Dikаn, one of the most popular humorous comics of the now defunct Yugoslavia, has found new life in book form, thanks to two Serbian publishers.
Dikan was widely read in the 1970s and 1980s and followed the adventures of the title character Dikan and his uncle Vukoje as they wandered around the Balkans in ancient times. Its author, Lazo Sredanović, based the comics on an idea from Politikin Zabavnik magazine editor and script writer Nikolа Lekić, who imagined Dikan as a Yugoslav version of the French comic Asterix, combining universal humor and light satire in a historical setting.
Read today, at a time when some European governments have been less than welcoming to the record numbers of refugees seeking shelter on the continent, Dikan offers a timely reminder that we're all the descendants of migrants of some sort.
The first book quickly sold out, and a second book was so successful that the publisher plans reprints, as well as publish two more books with the remaining Dikan comics — four hard-copy revivals in total. They've also posted amusing snippets of the comics on social media, such as this outline of a device from the land of the Sarmatians for measuring stubbornness or hardheadedness — literally.
The Dikan comics in particular pokes fun at one of the many populations to migrate throughout Europe starting around the fifth century: the Early Slavs, whose culture and genes have been fundamental in forming the contemporary Slavic peoples, who in turn comprise the majority of today's inhabitants of Central and Eastern Europe.
The local term for the ancient population is “Old Slavs” in the sense of “ancient,” and the comics uses the term “New Slavs” when referring to its current readers. In the first comics, Dikan and his uncle serve as kind of advance scouts, exploring the Balkans prior to the Slav settlement.
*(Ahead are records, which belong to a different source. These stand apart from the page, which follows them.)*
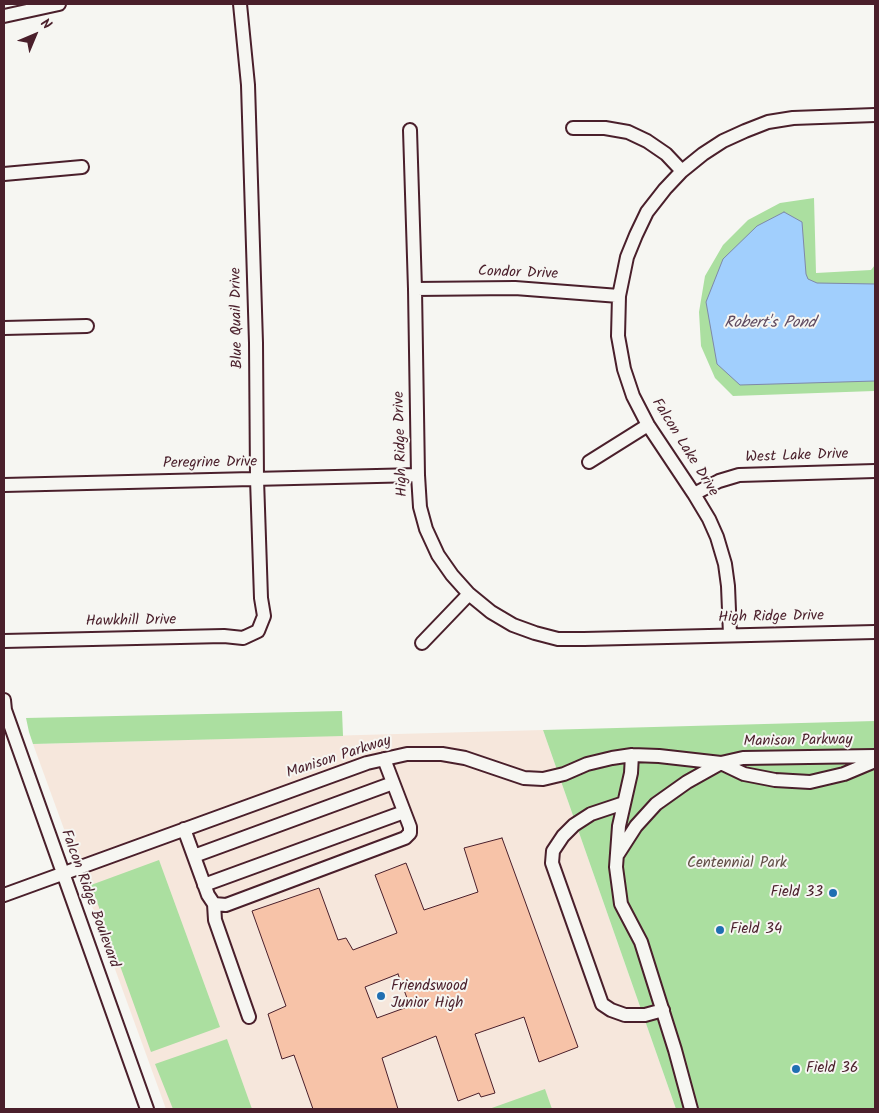 <!DOCTYPE html>
<html>
<head>
<meta charset="utf-8">
<style>
  body { margin:0 }
  #map { position:relative; width:879px; height:1113px; overflow:hidden; background:#f6f6f2; font-family:Kalam,sans-serif }
  canvas { display:block }
  .frame { position:absolute; inset:0; border:5px solid #4a1f2b; pointer-events:none }
  .north { position:absolute; left:10px; top:10px; width:50px; height:50px; -webkit-text-stroke:4px #f6f6f2; paint-order:stroke; rotate:45deg; font-size:14px; font-weight:700; line-height:20px; text-align:center; color:#4a1f2b }
  .north::after { content:''; display:block; margin:auto; width:18px; height:22px; background:#4a1f2b; clip-path:polygon(50% 0,100% 100%,50% 72%,0 100%) }
</style>
</head>
<body>
<div id="map">
<canvas width="879" height="1113"></canvas>
<div class="frame"></div>
<div class="north">N</div>
</div>
<script>
const ctx = document.querySelector('canvas').getContext('2d');
ctx.lineJoin = 'round';
function fill(path, color) {
  ctx.fillStyle = color;
  ctx.fill(path, 'evenodd');
}
function toPath(rows) {
  const path = new Path2D();
  for (const r of rows) {
    path.moveTo(r[0], r[1]);
    for (let i = 2; i < r.length; i += 2) path.lineTo(r[i], r[i + 1]);
  }
  return path;
}
function strokePath(path, color, width, dash) {
  ctx.strokeStyle = color;
  ctx.lineWidth = width;
  ctx.lineCap = dash ? 'butt' : 'round';
  ctx.setLineDash(dash || []);
  ctx.stroke(path);
}
function label(font, color, halo, rows, align = 'center') {
  ctx.font = font + ' Kalam,sans-serif';
  ctx.lineWidth = 4;
  ctx.setLineDash([]);
  ctx.textBaseline = 'middle';
  ctx.strokeStyle = halo;
  ctx.fillStyle = color;
  for (const [text, x, y, turn = 0] of rows) {
    ctx.save();
    ctx.translate(x, y);
    ctx.rotate((+turn || 0) * Math.PI / 180);
    ctx.textAlign = isNaN(turn) ? turn : align;
    if (halo) ctx.strokeText(text, 0, 0);
    ctx.fillText(text, 0, 0);
    ctx.restore();
  }
}
fill(toPath([
  [543,730,676,1109,166,1109,33,744]
]), '#f6e7dc');
fill(toPath([
  [814,198,816,273,871,270,875,265,875,422,874,391,733,396,715,378,701,346,699,312,705,276,723,245,748,220,780,203],
  [342,711,343,736,33,744,29,732,26,718],
  [875,721,875,1109,676,1109,543,730],
  [159,860,220,1027,151,1052,91,885],
  [227,1039,252,1109,173,1109,155,1064],
  [545,1089,552,1109,489,1109]
]), '#abdfa0');
const water = toPath([
  [784,212,802,222,806,274,808,279,817,283,875,284,875,381,740,385,717,364,706,302,723,259,757,226,784,212]
]);
fill(water, '#a1cffd');
strokePath(water, '#7e89a9', 1);
const building = toPath([
  [502,838,578,1047,539,1062,524,1017,475,1034,495,1093,481,1097,479,1093,458,1101,436,1036,382,1058,398,1109,313,1109,294,1055,282,1059,268,1014,286,1006,252,911,319,888,338,940,346,938,353,950,397,933,375,875,406,863,424,910,478,892,464,848,502,838],
  [398,974,410,1006,377,1018,365,987,398,974]
]);
fill(building, '#f7c3a8');
strokePath(building, '#4a1f2b', 1);
const minor = toPath([
  [4,16,59,4],
  [573,128,605,128,628,132,647,141,666,154,682,171],
  [410,130,415,289,418,475,420,507,426,529,438,555,452,575,469,594,491,612,513,625,535,633,558,639,584,639,875,632],
  [4,174,82,167],
  [415,289,515,288,619,296],
  [4,328,87,326],
  [589,462,648,425],
  [4,485,418,475],
  [694,494,719,481,739,475,875,471],
  [730,635,728,586,725,564,717,537,709,519,694,494,648,425,633,396,624,369,618,336,619,296,627,257,636,235,647,212,665,189,682,171,703,154,723,141,745,131,768,122,793,118,875,115],
  [4,641,224,636,243,638,258,631,264,616,261,598,257,479,256,343,248,85,240,4],
  [422,643,469,594],
  [4,700,5,710,147,1109],
  [632,755,631,773,619,826,616,867,621,904,641,942,675,1050,691,1109],
  [721,763,744,774,775,780,810,782,844,774,875,761],
  [624,803,591,814,574,825,563,836,553,851,552,863,602,1004,611,1010,625,1015,645,1015,663,1010],
  [184,829,208,895,214,904,215,920,249,1017],
  [618,854,636,826,656,804,687,782,721,763],
  [194,856,393,783],
  [204,885,404,812],
  [4,895,367,763,407,754,442,754,465,758,524,778,543,779,564,774,587,764,612,758,632,755,659,756,721,763,743,758,875,756],
  [214,904,226,905,405,838,410,833,410,827,384,759]
]);
strokePath(minor, '#4a1f2b', 16);
strokePath(minor, '#f6f6f2', 12);
for (const [x, y, r, color] of [
  [833,893,5,"#1f6fb2"],
  [720,930,5,"#1f6fb2"],
  [381,996,5,"#1f6fb2"],
  [796,1069,5,"#1f6fb2"]
]) {
  const dot = new Path2D();
  dot.arc(x, y, r, 0, 2 * Math.PI);
  ctx.fillStyle = color;
  ctx.fill(dot);
  strokePath(dot, '#f6f6f2', 2);
}
label('15px', '#4a1f2b', '#f6f6f2', [
  ["Condor Drive",518,274,2],
  ["Blue Quail Drive",238,318,-91],
  ["High Ridge Drive",402,444,-92],
  ["Falcon Lake Drive",684,448,58],
  ["West Lake Drive",797,457,-2],
  ["Peregrine Drive",210,464,-1],
  ["High Ridge Drive",771,618,-1],
  ["Hawkhill Drive",131,622,-1],
  ["Manison Parkway",798,742,-1],
  ["Manison Parkway",339,758,-18],
  ["Falcon Ridge Boulevard",89,899,70]
]);
label('15px', '#624f48', '#f6f6f2', [
  ["Centennial Park",737,864]
]);
label('15px', '#4a1f2b', '#f6f6f2', [
  ["Field 33",823,893,"right"],
  ["Field 34",730,930],
  ["Friendswood",391,987],
  ["Junior High",391,1004],
  ["Field 36",806,1069]
], 'left');
label('italic 16px', '#604b60', '#f6f6f2', [
  ["Robert's Pond",770,324]
]);
</script>
</body>
</html>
After the breakup of Yugoslavia in the 1990s, some revisionist nationalist historians in resulting Slavic-majority countries shunned the concept of the Great Migration of the Peoples, trying to prove that their people had always been on their ancestral land, and all others are “newcomers.” The underlying assumption that proving ancestral ownership of a territory provides a privileged status today has also been used for nationalist mobilization in non-Slavic Balkan nations, including Greece, Albania, Kosovo and Romania.
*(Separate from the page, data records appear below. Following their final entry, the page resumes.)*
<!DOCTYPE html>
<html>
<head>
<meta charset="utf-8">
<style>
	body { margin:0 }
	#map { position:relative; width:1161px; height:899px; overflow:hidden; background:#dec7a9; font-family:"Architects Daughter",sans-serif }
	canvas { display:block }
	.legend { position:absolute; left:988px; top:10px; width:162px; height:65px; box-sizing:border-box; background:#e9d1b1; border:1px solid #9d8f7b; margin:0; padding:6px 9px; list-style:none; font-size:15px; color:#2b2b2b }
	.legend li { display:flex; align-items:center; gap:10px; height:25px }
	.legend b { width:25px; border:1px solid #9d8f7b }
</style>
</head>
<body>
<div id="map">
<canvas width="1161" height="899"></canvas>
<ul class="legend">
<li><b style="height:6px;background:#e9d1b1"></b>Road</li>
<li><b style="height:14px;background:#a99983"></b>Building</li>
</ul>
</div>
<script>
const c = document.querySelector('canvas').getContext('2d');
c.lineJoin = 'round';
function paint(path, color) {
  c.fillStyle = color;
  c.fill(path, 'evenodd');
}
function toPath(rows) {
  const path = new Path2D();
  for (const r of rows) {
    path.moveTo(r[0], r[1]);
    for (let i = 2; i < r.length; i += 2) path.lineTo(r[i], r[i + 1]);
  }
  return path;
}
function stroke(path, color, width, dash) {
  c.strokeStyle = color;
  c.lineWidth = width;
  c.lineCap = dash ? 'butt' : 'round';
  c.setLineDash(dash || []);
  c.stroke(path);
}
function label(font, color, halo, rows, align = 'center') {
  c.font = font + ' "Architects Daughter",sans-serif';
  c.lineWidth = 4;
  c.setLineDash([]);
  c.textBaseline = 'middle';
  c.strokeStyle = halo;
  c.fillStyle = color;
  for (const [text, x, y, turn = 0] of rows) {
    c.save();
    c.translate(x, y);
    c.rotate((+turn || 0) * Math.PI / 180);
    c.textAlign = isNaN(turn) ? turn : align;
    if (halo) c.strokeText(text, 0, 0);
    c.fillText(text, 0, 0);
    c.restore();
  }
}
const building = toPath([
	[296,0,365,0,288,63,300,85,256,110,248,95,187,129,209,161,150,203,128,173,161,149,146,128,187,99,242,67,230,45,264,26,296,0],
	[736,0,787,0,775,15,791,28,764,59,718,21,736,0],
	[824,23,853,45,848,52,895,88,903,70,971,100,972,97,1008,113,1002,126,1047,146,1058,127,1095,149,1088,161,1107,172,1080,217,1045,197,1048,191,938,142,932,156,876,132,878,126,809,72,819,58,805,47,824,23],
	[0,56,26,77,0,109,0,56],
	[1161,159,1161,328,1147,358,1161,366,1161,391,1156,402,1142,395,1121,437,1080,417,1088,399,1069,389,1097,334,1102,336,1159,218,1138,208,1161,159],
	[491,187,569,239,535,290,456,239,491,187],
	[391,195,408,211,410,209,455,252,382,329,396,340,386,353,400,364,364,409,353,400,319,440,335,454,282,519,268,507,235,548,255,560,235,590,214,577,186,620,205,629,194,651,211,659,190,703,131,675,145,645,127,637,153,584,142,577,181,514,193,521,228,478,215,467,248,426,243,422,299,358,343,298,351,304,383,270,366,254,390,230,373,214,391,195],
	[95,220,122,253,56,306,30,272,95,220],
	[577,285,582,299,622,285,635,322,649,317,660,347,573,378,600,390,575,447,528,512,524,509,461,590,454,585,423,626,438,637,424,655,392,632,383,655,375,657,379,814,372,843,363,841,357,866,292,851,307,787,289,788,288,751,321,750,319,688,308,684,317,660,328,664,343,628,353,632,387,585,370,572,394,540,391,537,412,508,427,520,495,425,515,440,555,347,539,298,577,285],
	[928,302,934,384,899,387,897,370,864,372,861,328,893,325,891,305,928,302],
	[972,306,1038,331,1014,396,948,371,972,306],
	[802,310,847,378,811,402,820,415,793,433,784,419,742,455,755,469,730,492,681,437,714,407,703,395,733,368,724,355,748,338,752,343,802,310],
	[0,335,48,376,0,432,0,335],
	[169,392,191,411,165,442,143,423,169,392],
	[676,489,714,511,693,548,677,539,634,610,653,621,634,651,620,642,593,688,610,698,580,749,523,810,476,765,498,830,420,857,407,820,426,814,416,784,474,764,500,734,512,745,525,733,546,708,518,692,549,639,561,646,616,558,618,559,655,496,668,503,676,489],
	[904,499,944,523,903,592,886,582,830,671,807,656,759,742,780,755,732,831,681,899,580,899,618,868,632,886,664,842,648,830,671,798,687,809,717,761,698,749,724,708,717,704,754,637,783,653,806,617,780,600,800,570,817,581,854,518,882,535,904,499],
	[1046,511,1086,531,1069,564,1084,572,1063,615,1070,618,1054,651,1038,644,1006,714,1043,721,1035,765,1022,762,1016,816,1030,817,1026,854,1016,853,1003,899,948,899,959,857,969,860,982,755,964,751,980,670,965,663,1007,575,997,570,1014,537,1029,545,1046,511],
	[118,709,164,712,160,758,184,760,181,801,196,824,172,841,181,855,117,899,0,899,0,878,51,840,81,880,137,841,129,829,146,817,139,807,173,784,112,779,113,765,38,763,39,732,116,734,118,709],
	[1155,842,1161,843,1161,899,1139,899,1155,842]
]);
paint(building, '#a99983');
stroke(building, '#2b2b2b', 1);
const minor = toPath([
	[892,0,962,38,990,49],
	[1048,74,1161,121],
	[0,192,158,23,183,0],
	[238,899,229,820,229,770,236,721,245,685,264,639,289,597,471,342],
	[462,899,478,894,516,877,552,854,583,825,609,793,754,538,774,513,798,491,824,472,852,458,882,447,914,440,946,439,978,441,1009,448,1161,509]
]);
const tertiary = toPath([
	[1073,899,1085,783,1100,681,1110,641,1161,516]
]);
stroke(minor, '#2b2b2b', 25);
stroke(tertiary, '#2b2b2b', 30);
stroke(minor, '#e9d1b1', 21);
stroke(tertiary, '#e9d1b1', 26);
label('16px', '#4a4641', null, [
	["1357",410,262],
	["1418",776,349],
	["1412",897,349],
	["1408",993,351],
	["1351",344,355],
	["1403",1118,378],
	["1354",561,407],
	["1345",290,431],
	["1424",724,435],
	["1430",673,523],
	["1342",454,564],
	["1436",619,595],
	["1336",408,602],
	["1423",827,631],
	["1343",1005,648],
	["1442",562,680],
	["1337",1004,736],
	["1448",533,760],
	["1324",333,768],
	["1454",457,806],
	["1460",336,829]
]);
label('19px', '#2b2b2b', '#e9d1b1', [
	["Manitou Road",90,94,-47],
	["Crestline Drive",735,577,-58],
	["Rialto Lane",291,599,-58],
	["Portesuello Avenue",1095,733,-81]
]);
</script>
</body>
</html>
Later Dikan comics went beyond their original setting in a way similar to Mel Brooks’ film “History of the World, Part I,” including to the Stone Age and the distant future, presenting a satirical sci-fi version of Yugoslavia as world power.
Dikan's official website presents basic information about the republication effort, also in humorous manner. It features “testimonials” by some of the characters in the comics, including some historical figures, like the Byzantine emperor Justinian, a re-conqueror and legislator born in the Balkans:
„Сви ми кажу Јустинијане, који си ти цар… Елем, шта сте ме питали? Шта мислим о Дикану? Ух… Ти Стари Словени су стварно велика напаст. Нешто између илегалних имиграната и политичких азиланата. Не можеш да их ухватиш ни за главу, ни за ноге. Зато бих прескочио ово одговор на ово питање.“
Everybody says to me, Justinian, what an emperor you are… However, what did you ask? My opinion on Dikan? Uh, those Early Slavs are quite a nuisance. Something in-between illegal immigrants and political asylum seekers. One can't get around them. Therefore I would skip this question.